For quantitative RT-PCR, approximately 10 ng RNA was added to EXPRESS One-Step SuperScript qRT-PCR Universal (Life Technologies) with custom designed or predesigned Taqman primer and probe sets (see Supplementary Table S4 for sequences). All quantification was performed by the relative standard curve method and normalized to Ribogreen.

Western blot

Total cellular protein was prepared by cell lysis in Radioimmunoprecipitation assay (RIPA) buffer (Sigma-Aldrich) containing ethylenediaminetetraacetic acid-free cOmplete Protease Inhibitor Cocktail Tablet (Roche). Cells were further lysed by passage through a needle five times, then cellular debris pelleted by refrigerated centrifugation. Protein concentration of the supernatant was determined by DC protein assay (Bio-Rad). 10–40 μg protein lysate was separated on a precast 4–20% Bis-Tris gel (Life Technologies) and transferred by iBlot (Life Technologies). See Supplementary Table S5 for antibody information.
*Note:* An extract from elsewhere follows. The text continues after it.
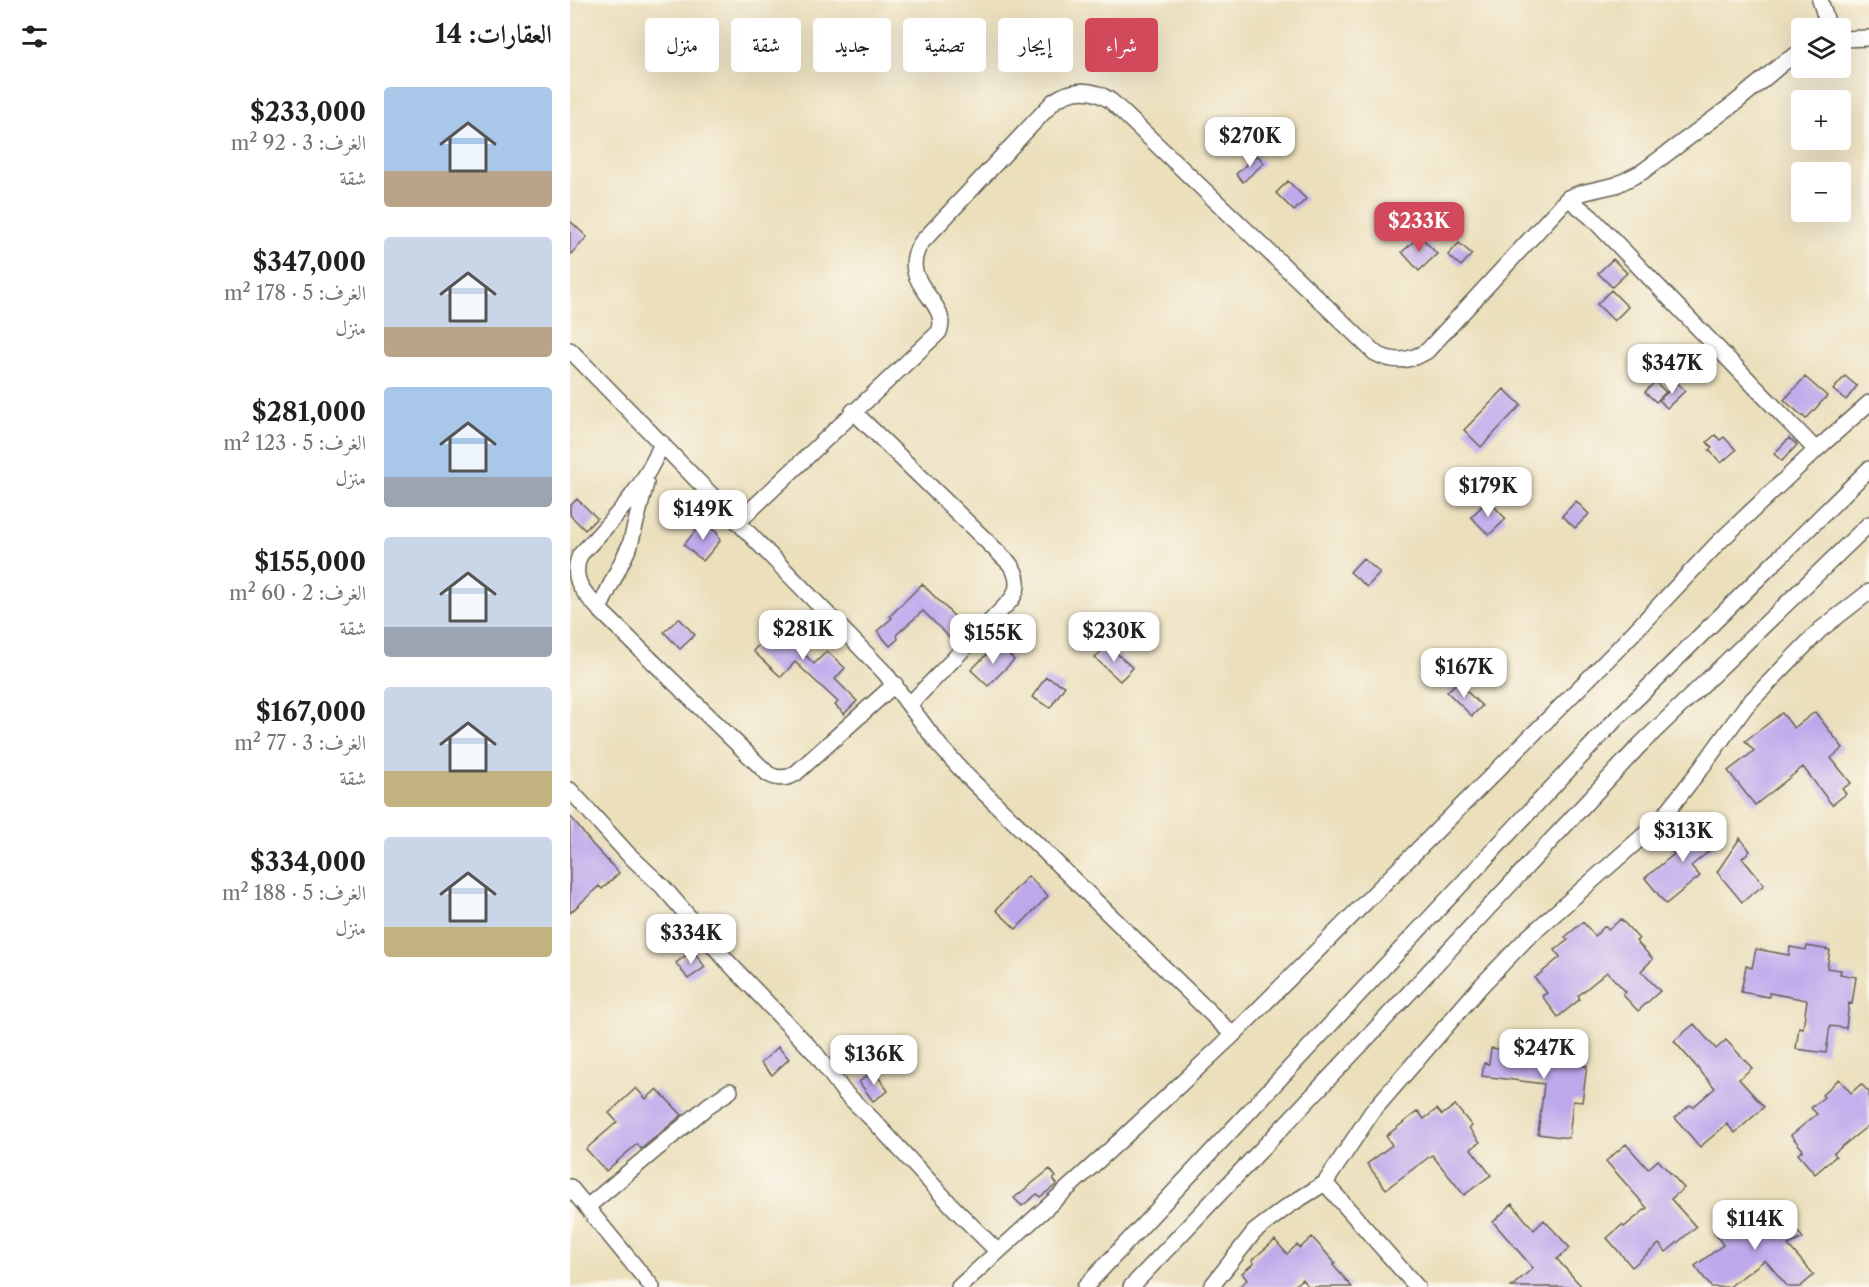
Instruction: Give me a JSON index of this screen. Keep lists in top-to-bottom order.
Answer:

5′ rapid amplification of cDNA ends

To identify endonuclease cleavage sites, 5′ rapid amplification of cDNA ends (5′ RACE) was performed using the First Choice RLM-RACE kit (Life Technologies) with minor modifications. Briefly, the 5′ RACE adapter was ligated to the free 5′ phosphate in 2 μg of RNA using T4 ligase. Reverse transcription was performed using SuperScript II followed by outer PCR for 35 cycles at 60°C annealing temperature. If necessary, a nested inner PCR was performed for an additional 12 cycles. 5′ RACE products were visualized on 2% agarose gels stained in ethidium bromide. To determine cleavage sites, bands were gel isolated, amplified by TOPO TA Cloning (Life Technologies), and sequenced (Retrogen). See Supplementary Table S3 for 5′ RACE primer sequences.

Cellular fractionation

Cellular fractionation was performed as described in (17). Purity of each fraction was assessed by distribution of RNA (STAT3 intron 21, nucleus; RN7SL1, cytoplasm) and protein (Histone H3, chromatin; U1A, nucleoplasm; α-tubulin, cytoplasm).

RNA immunoprecipitation

5 × 10⁶ HeLa cells were transfected with 50 nM ASO using 3 μg/ml Cytofectin transfection reagent for 24 h. RNA immunoprecipitation was performed using the Magna RIP^TM RNA-Binding Protein Immunoprecipitation Kit (EMD Millipore) according to the manufacturer's instructions with 3 μg ChIPAb+ RNA Pol II monoclonal antibody (EMD Millipore) or 3 μg mouse IgG. Following RNA purification, residual DNA was removed by digestion with amplification grade DNase I (Life Technologies). Successful RNA polymerase II (RNAPII) immunoprecipitation was confirmed by western blot. RNA immunoprecipitation efficiency and specificity was assessed by calculating the percent input and fold enrichment for GAPDH (an RNAPII target) and RN7SL1 (an RNAPIII target) (data not shown).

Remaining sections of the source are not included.